My ward (in the Church of Jesus Christ of Latter-Day Saints) has a youth family history night coming up! The youth in my ward are planning on going to the Calgary temple about a month from now and they would like to take some of the names of their ancestors with them. (Why do Mormons perform vicarious baptisms?).

In order to baptize one of their ancestors, these youth will have to know the ancestor's name, approximate birth or death date, and a place where the ancestor lived. Ideally they will know more so that they can properly check that the ancestor has not already been baptized for the dead. Many of the youth in my ward will probably have trouble finding ancestors that have not already been baptized for the dead because their parents and grandparents and extended family will have already done it.

Asking the youth in my ward to find a name that they can take to the temple for baptism in a month's time is a tall order, but I believe it can be done (at least for some of them). However, since we don't have any time to waste, we need to make sure that everything runs smoothly when we meet with them. Here are some things that my ward leaders have done to prepare:

1. Make sure each youth has access to his/her LDS account. In order to submit names for the temple the youth will need to sign up for Family Search with their membership record number. They can get their number from the ward clerk. It's best if they do this at home to save time, but it's also not a bad idea to invite a ward clerk to the family history night so that he can look up numbers for any of the youth that come unprepared.

2. Each youth should bring four generations of family history information if they can. Family Search is a collaborative website, so the youth should be able to find many of their ancestors by collaborating with other people on Family Search (including their parents and other relatives). However, information for living people is private, so they need manually enter information on all of their living relatives and the first deceased ancestor for each line before they can access the information on their other deceased ancestors.

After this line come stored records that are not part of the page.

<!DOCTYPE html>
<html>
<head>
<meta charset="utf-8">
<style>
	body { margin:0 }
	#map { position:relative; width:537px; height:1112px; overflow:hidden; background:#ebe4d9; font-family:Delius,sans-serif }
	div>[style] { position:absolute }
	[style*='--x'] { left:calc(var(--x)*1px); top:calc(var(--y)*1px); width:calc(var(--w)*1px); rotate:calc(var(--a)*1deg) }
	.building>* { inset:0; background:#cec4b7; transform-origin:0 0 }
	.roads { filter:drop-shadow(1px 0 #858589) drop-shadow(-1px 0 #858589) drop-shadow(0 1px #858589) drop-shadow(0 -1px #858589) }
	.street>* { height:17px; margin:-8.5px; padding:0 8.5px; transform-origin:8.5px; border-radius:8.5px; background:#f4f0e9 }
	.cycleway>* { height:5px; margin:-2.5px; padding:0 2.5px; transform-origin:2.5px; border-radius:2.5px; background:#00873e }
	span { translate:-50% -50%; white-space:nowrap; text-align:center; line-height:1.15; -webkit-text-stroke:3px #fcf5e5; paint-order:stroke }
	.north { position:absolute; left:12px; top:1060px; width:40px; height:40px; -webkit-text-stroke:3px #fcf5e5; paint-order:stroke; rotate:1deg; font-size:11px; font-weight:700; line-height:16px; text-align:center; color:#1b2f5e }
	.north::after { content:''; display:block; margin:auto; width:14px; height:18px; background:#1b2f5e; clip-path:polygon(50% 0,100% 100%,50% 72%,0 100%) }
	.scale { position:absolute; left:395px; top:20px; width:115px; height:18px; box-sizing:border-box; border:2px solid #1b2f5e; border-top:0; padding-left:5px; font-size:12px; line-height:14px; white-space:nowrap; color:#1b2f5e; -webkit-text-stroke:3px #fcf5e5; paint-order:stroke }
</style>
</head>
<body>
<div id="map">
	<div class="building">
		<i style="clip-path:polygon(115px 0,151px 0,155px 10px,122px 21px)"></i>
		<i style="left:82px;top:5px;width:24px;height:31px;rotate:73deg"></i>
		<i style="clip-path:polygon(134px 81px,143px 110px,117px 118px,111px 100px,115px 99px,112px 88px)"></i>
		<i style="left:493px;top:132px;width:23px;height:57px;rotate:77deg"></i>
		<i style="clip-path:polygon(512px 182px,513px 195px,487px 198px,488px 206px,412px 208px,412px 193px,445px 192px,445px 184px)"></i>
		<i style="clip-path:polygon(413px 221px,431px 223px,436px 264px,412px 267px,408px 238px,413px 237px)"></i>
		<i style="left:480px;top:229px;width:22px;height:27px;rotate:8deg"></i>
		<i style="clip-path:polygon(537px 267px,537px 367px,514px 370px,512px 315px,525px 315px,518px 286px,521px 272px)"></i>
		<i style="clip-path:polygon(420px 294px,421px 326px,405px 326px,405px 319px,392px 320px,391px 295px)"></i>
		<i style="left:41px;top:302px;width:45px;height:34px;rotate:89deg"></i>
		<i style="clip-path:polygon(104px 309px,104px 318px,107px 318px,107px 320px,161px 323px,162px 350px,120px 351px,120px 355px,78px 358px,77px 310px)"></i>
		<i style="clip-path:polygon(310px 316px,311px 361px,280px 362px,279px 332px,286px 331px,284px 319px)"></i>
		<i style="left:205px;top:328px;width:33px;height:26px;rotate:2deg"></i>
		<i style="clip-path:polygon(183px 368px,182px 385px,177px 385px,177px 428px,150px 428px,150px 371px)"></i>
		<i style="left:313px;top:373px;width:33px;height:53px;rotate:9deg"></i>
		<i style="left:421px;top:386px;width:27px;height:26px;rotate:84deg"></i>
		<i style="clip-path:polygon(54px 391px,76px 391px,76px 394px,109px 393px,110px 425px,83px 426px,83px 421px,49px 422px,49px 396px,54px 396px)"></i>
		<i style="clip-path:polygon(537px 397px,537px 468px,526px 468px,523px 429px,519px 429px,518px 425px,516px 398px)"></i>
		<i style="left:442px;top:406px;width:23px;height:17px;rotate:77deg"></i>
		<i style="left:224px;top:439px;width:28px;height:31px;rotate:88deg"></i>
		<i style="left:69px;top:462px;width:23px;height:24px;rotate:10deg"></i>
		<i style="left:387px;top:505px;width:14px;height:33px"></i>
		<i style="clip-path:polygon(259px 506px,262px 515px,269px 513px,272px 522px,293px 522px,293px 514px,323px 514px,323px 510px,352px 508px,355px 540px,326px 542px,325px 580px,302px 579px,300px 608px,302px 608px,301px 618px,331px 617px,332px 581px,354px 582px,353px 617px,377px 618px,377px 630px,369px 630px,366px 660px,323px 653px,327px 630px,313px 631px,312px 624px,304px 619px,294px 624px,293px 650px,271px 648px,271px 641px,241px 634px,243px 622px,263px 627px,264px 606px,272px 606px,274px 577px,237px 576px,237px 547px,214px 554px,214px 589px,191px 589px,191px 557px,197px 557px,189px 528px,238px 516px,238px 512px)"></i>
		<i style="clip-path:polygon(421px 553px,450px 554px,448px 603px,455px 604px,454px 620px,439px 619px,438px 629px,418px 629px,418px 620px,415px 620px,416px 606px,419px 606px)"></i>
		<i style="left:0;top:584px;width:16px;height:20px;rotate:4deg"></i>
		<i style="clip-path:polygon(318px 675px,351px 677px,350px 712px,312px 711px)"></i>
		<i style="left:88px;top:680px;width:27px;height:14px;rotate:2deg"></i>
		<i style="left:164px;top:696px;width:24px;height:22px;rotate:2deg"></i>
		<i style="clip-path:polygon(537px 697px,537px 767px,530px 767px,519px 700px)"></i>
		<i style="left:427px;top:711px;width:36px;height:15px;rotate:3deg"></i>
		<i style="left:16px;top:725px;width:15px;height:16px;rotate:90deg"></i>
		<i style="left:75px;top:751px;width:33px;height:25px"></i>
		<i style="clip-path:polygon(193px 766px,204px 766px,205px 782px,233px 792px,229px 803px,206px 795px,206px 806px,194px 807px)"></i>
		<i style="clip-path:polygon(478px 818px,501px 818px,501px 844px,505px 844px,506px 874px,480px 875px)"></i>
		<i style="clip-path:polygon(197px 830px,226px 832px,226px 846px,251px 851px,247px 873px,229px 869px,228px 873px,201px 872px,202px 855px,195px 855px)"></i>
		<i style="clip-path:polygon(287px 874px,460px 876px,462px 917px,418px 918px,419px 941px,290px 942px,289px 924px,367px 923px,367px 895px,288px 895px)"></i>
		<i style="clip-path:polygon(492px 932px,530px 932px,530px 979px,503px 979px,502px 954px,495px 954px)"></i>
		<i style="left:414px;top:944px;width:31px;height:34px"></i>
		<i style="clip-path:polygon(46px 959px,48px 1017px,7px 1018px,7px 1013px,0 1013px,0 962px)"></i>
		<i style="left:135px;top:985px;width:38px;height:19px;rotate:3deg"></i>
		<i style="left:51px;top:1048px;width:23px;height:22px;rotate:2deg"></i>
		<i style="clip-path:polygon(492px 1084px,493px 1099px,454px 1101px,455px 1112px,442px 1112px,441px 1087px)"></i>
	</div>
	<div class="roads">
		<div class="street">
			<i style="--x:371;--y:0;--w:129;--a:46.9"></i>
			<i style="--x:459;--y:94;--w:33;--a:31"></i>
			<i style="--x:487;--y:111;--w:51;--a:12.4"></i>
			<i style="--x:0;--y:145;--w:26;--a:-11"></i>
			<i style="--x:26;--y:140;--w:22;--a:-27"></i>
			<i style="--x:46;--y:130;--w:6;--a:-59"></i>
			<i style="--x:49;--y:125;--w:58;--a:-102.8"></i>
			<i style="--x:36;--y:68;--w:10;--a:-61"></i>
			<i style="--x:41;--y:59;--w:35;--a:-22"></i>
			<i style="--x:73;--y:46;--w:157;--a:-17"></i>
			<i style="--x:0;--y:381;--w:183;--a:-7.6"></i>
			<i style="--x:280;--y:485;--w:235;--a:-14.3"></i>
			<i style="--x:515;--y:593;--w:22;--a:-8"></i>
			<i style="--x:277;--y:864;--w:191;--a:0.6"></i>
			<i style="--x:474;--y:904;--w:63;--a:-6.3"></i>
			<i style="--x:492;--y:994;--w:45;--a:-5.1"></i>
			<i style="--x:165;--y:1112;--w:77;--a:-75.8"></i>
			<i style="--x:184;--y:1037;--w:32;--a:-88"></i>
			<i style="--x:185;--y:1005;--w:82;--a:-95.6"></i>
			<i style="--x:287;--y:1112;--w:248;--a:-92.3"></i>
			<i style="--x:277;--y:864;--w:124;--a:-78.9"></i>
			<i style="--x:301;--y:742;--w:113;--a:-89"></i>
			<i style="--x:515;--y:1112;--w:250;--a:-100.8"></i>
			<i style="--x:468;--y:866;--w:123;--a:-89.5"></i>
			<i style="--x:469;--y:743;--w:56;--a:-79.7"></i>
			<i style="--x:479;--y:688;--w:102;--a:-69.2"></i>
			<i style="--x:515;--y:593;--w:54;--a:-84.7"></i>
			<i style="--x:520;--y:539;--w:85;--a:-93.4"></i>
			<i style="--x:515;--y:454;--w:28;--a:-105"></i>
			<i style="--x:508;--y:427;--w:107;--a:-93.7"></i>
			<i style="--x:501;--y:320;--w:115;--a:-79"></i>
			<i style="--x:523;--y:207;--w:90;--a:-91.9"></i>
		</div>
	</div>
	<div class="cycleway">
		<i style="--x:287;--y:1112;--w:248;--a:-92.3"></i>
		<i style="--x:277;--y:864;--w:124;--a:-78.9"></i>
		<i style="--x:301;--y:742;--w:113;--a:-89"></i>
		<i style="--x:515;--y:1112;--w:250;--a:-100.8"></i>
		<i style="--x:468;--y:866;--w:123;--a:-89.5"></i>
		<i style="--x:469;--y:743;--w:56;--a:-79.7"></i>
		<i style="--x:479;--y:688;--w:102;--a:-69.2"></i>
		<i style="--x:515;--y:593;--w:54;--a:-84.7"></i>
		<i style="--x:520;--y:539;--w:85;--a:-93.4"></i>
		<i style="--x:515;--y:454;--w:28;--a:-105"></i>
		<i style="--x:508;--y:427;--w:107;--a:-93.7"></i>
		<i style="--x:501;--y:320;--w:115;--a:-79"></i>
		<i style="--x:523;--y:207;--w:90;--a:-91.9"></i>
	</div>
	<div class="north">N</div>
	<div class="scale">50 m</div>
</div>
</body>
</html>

3. Train the youth leaders in advance. I think that the youth will be more excited about family history if they see that their leaders are also interested in it and know what they're doing. Also, one family history expert won't be able to help everyone at the same time. While we want to be careful to let the youth figure out a lot on their own, we don't want to leave them staring at their computer all night without any direction at all. And, since it's unlikely that the youth will be able to prepare a name for the temple in one night, the leaders need to be available to help after the family history night is over.

4. Try to get a computer for each youth. It's very difficult to learn how to do family history work abstractly. If the youth don't get to enter their own information and search for their own ancestors they are very unlikely to do it at home. That said, if there are siblings within the group, they could work together and, depending on the siblings, they might be more likely to continue at home together.